Upload Files

This section describes how to upload data from your own filesystem, download files to a container, and programmatically delete those files when you are done.

Uploading Files

If you have data files on your local machine that you want to analyze with Zepl, you can upload the file by clicking the right menu bar in your notebook and choosing the Upload file button. Uploaded files are only accessible through the notebook in which they were uploaded. To access the same file in a different notebook, the file will need to be uploaded to each notebook separately.
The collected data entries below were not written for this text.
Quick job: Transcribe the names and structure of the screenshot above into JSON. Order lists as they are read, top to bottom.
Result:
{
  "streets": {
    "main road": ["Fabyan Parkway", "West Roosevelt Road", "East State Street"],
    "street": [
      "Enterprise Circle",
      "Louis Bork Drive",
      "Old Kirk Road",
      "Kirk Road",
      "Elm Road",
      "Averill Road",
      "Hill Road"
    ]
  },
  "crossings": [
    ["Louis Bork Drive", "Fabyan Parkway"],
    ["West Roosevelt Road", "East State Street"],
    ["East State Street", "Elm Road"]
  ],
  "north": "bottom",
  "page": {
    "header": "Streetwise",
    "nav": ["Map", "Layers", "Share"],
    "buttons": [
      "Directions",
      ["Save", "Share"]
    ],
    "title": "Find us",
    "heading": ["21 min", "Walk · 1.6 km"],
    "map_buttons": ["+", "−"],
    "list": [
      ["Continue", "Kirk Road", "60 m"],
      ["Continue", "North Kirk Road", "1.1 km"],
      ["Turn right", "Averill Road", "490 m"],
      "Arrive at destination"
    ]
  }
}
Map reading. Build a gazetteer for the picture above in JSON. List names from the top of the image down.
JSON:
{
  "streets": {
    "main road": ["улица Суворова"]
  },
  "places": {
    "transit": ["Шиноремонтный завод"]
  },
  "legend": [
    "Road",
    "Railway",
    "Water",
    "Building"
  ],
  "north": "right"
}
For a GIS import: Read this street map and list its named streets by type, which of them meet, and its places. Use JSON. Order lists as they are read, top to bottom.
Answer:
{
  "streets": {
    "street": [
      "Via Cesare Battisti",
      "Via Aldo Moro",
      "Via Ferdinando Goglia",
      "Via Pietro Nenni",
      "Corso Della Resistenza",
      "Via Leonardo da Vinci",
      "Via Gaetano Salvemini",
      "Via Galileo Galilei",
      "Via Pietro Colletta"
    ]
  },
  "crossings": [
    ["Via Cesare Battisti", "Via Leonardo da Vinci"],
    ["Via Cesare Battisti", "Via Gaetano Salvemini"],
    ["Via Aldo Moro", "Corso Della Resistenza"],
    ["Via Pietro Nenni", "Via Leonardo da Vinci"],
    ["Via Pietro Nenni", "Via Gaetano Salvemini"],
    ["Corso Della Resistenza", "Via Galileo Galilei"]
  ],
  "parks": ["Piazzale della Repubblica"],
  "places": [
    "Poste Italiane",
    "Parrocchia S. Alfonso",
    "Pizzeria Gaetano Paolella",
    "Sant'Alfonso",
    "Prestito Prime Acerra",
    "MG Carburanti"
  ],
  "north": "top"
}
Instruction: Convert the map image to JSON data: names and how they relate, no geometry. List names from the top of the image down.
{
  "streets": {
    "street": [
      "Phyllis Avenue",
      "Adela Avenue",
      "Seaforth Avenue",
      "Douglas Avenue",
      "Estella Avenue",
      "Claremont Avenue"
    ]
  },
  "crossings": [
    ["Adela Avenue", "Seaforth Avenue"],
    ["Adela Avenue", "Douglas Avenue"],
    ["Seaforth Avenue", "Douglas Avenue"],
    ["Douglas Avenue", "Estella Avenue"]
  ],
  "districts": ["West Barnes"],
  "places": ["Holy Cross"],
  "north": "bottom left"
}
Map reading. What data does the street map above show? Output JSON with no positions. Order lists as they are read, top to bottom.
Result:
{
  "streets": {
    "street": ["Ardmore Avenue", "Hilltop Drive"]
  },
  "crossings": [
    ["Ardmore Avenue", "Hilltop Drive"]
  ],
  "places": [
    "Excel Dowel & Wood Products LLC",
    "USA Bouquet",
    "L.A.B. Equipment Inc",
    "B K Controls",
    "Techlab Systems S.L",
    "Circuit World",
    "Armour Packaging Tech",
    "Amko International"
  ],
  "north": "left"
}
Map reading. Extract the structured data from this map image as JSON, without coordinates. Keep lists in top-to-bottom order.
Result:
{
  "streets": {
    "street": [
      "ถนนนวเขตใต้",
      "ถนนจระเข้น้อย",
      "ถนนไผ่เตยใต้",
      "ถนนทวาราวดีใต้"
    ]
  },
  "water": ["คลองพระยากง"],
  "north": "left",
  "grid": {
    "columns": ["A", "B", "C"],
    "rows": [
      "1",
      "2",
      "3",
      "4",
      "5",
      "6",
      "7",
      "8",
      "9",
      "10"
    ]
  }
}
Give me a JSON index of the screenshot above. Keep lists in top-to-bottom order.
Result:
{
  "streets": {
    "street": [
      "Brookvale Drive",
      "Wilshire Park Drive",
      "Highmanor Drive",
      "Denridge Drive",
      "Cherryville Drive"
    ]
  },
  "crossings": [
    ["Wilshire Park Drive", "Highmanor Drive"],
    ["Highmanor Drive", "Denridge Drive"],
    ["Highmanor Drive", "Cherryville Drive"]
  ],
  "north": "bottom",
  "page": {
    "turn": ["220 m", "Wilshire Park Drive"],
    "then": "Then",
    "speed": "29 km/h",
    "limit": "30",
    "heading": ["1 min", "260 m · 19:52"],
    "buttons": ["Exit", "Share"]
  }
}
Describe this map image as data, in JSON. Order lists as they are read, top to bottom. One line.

Common file formats uploaded include:

  • .CSV: Used to load small sample data files

  • .PARQUET: Used to upload sample data files

  • .PKL: Bring pre-trained models to your Zepl notebooks

Zepl supports files up to 25MB in size. Each notebook may not exceed 100MB in total

Accessing Data

Once the file is uploaded to the notebook, you can access the file through the following URL (where <file-name> is the name of the file):

http://zdata/<file-name>

Direct Access

Use the examples below to load you data directly from the file system endpoint (URL) where the data is located. This method will directly load data into into a data object using the language of your choice.

Python
Scala
PySpark
R
SparkR
Python
%python
​
import pandas as pd
pandas_df = pd.read_csv('http://zdata/titanic3.csv', sep=';', header='infer')
Scala
%spark
​
import org.apache.spark.SparkFiles
​
sc.addFile("http://zdata/titanic3.csv")
val sparkDF = spark.read.format("csv")
.option("delimiter", ";")
.option("header", "true")
.option("inferSchema", "true")
.load(SparkFiles.get("titanic3.csv"))
PySpark
%spark.pyspark
​
from pyspark import SparkFiles
​
sc.addFile('http://zdata/titanic3.csv')
sparkDF = spark.read.format('csv').options(delimiter=';', header='true', inferSchema='true').load(SparkFiles.get('titanic3.csv'))
R
%r
table <- read.table("http://zdata/titanic3.csv", header = TRUE, sep = ",", dec = ".")
SparkR
%spark.r
​
spark.addFile("http://zdata/titanic3.csv")
sparkDF <- read.df(path = spark.getSparkFiles("bank.csv"), source = "csv", delimiter = ";", header = "true", inferSchema = "true")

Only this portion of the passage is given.